Recebendo cada hora extra
Realizada de segunda a sexta
No sábado, apenas 4 horas
E depois, livre para ir embora

Assim como eu, como você
Direitos para cumprir o dever
Passo inevitável e atrasado
De um país que um dia quer ser civilizado

O trabalho doméstico no Brasil é herdeiro de uma cultura escravocrata. Nós, empregadores, recebemos durante anos nas nossas casas garotas de 16, 18 anos, que eram expulsas dos seus lares familiares por não terem mínimas condições de sobrevivência.


Diante de uma vida subumana, sem ter o que comer, elas fugiam da seca e da miséria de cidades pobres do interior do país, para se refugiarem em “casas de família”, morando com gente desconhecida, e longe do convívio dos pais e irmãos.



Ali, durante anos, receberam salários mínimos que na época eram ínfimos, sem qualquer direito trabalhista, “devendo se sentir gratas” por terem ao menos um teto com água corrente e comida para sobreviver. Nessa moradia digna que ganhavam como “bônus” de seus empregadores, verdadeiros cubículos sem janelas, não tinham direito de receberem visitas de amigas ou namorados.



A verdade é que a classe média só pôde usufruir desse tipo de mão de obra, enquanto ela era extremamente barata, fruto da condição de miséria de milhões de brasileiros. Inevitavelmente, todo país que cresce economicamente, vê sua mão de obra doméstica escassear e se tornar mais cara, uma vez que uma maior oferta de emprego leva esses trabalhadores a migrarem para trabalhos formais, com direitos trabalhistas assegurados, em que possam ter uma jornada de trabalho decente, morando em sua própria casa. A nova proteção trabalhista aos empregados domésticos não só tornam mais dignas as condições de trabalho num país que quer se tornar mais civilizado, como, aliás, assegura que ainda seja possível termos trabalho doméstico no país. Pois caso continuássemos sem assegurar condições mínimas de trabalho para esses empregados, não conseguiríamos mantê-los nos empregos, pois qualquer outra oferta de trabalho, por menos qualificados que esses trabalhadores sejam, seriam mais atraentes do que o salário doméstico.

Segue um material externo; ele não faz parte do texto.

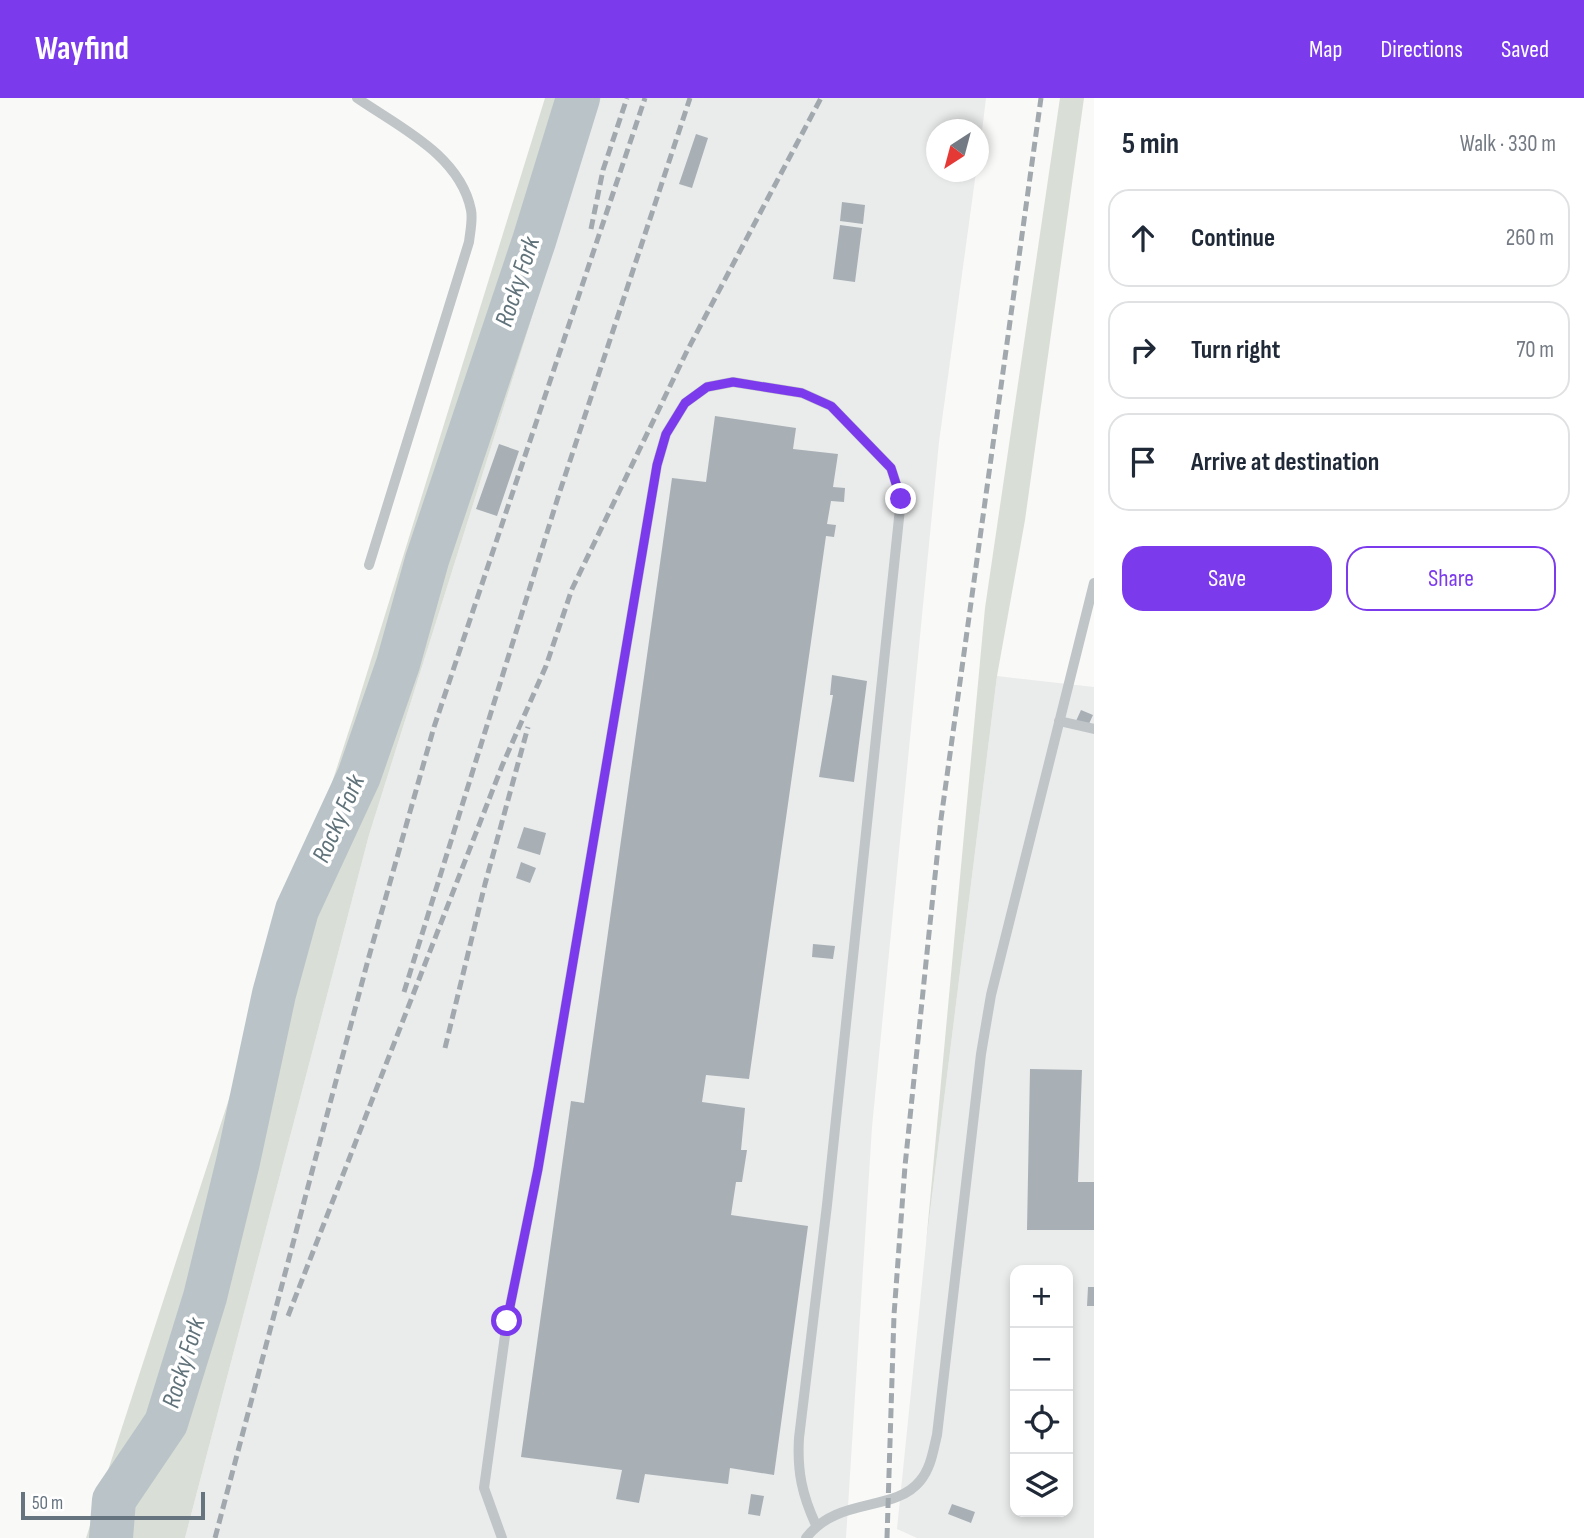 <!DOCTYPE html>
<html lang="en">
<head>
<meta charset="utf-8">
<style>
	:root { --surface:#fff; --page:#f2f2f3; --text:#1f2937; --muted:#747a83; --line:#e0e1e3; --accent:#7c3aed }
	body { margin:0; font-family:"Sofia Sans Condensed",sans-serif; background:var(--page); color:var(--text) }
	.controls { position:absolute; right:21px; bottom:21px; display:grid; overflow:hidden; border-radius:14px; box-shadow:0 4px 10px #0003 }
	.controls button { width:63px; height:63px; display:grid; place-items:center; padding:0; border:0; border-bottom:2px solid var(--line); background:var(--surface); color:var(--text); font:35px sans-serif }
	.compass { position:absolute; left:926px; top:21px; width:63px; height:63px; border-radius:50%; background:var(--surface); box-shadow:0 4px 10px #0003; rotate:216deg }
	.scale { position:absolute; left:21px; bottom:18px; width:184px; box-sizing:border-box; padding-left:7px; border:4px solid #667480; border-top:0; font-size:19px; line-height:24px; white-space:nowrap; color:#667480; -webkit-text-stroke:5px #fff; paint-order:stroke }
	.stop { position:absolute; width:21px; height:21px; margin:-16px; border:5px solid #7c3aed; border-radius:50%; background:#fff }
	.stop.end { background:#7c3aed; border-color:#fff; box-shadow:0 2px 7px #0008 }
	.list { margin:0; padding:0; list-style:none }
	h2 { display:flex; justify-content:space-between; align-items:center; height:91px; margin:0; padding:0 28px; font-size:30px }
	h2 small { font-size:23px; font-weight:400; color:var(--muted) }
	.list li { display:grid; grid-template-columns:46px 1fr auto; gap:21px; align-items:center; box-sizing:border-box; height:98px; margin:0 14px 14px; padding:0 14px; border:2px solid var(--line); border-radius:21px }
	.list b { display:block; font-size:26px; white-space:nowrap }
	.list em { font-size:23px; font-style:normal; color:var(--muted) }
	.actions { display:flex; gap:14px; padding:21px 28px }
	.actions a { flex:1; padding:16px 0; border:2px solid var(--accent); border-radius:21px; text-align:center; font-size:24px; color:var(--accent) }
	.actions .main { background:var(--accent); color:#fff }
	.icon { flex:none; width:38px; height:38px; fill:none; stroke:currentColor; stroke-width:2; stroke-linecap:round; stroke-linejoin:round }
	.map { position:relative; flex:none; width:1094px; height:1440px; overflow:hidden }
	header { display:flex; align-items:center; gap:42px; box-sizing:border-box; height:98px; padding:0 35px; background:var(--accent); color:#fff }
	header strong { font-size:33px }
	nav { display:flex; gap:38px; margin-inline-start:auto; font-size:24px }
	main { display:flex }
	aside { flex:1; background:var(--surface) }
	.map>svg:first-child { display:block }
	.built { fill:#eaebeb; fill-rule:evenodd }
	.green { fill:#d9ded7 }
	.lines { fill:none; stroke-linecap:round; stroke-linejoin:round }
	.river { stroke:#bac4c8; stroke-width:44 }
	.building { fill:#a8b0b6 }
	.service { stroke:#c0c5c8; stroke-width:10 }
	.rail { stroke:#a2a9ae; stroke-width:5; stroke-dasharray:10 5; stroke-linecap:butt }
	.route { stroke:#7c3aed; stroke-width:9 }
	.labels { text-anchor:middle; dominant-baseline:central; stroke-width:7; stroke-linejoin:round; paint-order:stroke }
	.water-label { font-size:26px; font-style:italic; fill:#61737a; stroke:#fff }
</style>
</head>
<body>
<header>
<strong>Wayfind</strong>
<nav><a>Map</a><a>Directions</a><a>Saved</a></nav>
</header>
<main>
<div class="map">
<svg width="1094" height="1440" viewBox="0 0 1094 1440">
	<rect width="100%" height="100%" fill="#f9f9f7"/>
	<path class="built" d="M601 0H986L979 58 978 32H936V74H976L939 344 872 1029 846 1440H185L369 737Z
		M997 578 1094 589V1440H917L897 1431 926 1146ZM1015 1172H1068V1414H1015Z"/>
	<path class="green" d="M545 0H601L369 737 185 1440H86L354 617Z
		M1060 0H1084L1025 422 997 578 926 1146 985 510Z"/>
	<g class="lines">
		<path class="river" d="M111 1440 114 1402 166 1325 205 1199 238 1064 274 896 297 812 359 678 398 566 427 462 534 143 578 0"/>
	</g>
	<path class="building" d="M696 36 708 40 692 90 679 86Z
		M842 104 865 107 863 126 840 123Z
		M840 127 862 130 855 184 833 181Z
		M715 318 796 330 793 351 838 356 833 389 845 390 844 404 831 403 827 426 836 427 834 439 826 438 749 981 706 977 702 1004 745 1010 741 1052H747L742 1084H736L731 1117 808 1128 774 1377 730 1370 728 1386 645 1376 639 1405 616 1401 622 1372 521 1359 571 1003 584 1005 672 380 706 384Z
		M499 346 519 353 497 418 476 411Z
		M832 577 867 583 854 684 819 679 833 597H830Z
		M1081 612 1093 617 1088 628 1076 623Z
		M524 729 546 735 540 757 517 750Z
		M521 764 536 770 530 785 516 780Z
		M813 846 835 848 833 861 812 859Z
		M1030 971 1082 972 1078 1084H1094V1132H1027Z
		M1088 1189H1094V1208H1087Z
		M751 1396 764 1398 760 1418 748 1416Z
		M952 1406 975 1414 971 1425 948 1416Z"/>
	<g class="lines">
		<path class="service" d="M357 0C399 29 460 57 471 112 473 122 470 134 469 144L369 467
			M1059 623 1094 631
			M502 1440 484 1390 507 1223 538 1071 657 367 666 336 685 305 707 289 733 284 802 295 831 308 891 370 901 401 827 1107 799 1340C797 1373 802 1397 816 1427
			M806 1440C838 1398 894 1415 920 1383 931 1370 933 1353 937 1337L981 956 991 897 1094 485"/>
		<path class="rail" d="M591 131 603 72 627 0
			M404 894 559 396 690 0
			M445 950 485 786 528 629
			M288 1218 502 668 546 568 572 491 687 253 821 0
			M215 1440 368 862 434 629 645 0
			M887 1440 894 1217 905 1068 928 845 941 721 1041 0"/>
	</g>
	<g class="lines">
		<path class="route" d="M507 1223 538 1071 657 367 666 336 685 305 707 289 733 284 802 295 831 308 891 370 901 401"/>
	</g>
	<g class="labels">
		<g class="water-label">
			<text transform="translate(518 184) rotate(-72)">Rocky Fork</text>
			<text transform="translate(339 721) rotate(-66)">Rocky Fork</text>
			<text transform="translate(184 1265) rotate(-73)">Rocky Fork</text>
		</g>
	</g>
</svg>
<div class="controls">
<button>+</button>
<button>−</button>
<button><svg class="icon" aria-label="locate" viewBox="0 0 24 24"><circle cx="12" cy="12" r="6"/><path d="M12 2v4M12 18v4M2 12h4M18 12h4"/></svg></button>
<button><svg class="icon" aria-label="layers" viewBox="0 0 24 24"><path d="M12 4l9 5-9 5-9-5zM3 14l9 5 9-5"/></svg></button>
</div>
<svg class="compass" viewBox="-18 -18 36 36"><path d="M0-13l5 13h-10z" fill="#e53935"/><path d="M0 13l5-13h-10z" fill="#747a83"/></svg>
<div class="scale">50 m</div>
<div class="stop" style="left:507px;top:1223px"></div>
<div class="stop end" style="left:901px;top:401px"></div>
</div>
<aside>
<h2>5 min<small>Walk · 330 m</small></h2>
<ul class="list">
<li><svg class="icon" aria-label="ahead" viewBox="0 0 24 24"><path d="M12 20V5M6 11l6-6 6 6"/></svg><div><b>Continue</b></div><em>260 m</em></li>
<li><svg class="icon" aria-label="right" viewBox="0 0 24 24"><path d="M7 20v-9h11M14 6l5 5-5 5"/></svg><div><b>Turn right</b></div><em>70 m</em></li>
<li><svg class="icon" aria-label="arrive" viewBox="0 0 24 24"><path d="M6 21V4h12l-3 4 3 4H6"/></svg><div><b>Arrive at destination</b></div></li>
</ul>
<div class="actions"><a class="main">Save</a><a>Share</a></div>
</aside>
</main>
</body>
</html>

Todo mundo sabe que em países desenvolvidos a mão de obra doméstica é extremamente cara, usufruída por quem realmente tem dinheiro, enquanto a classe média se vira com ajuda da tecnologia e uma vida mais prática.


 
O que está acontecendo no Brasil em relação ao trabalho doméstico é inevitável, e espera-se, irreversível. Que possamos ter a inteligência de nos adequarmos à nova realidade do país, que, no fim das contas, será melhor para toda sociedade, em vez de ficarmos brigando com os fatos, tentando reproduzir nas nossas vidas atuais a mesma realidade vivida por nossos pais trinta anos atrás.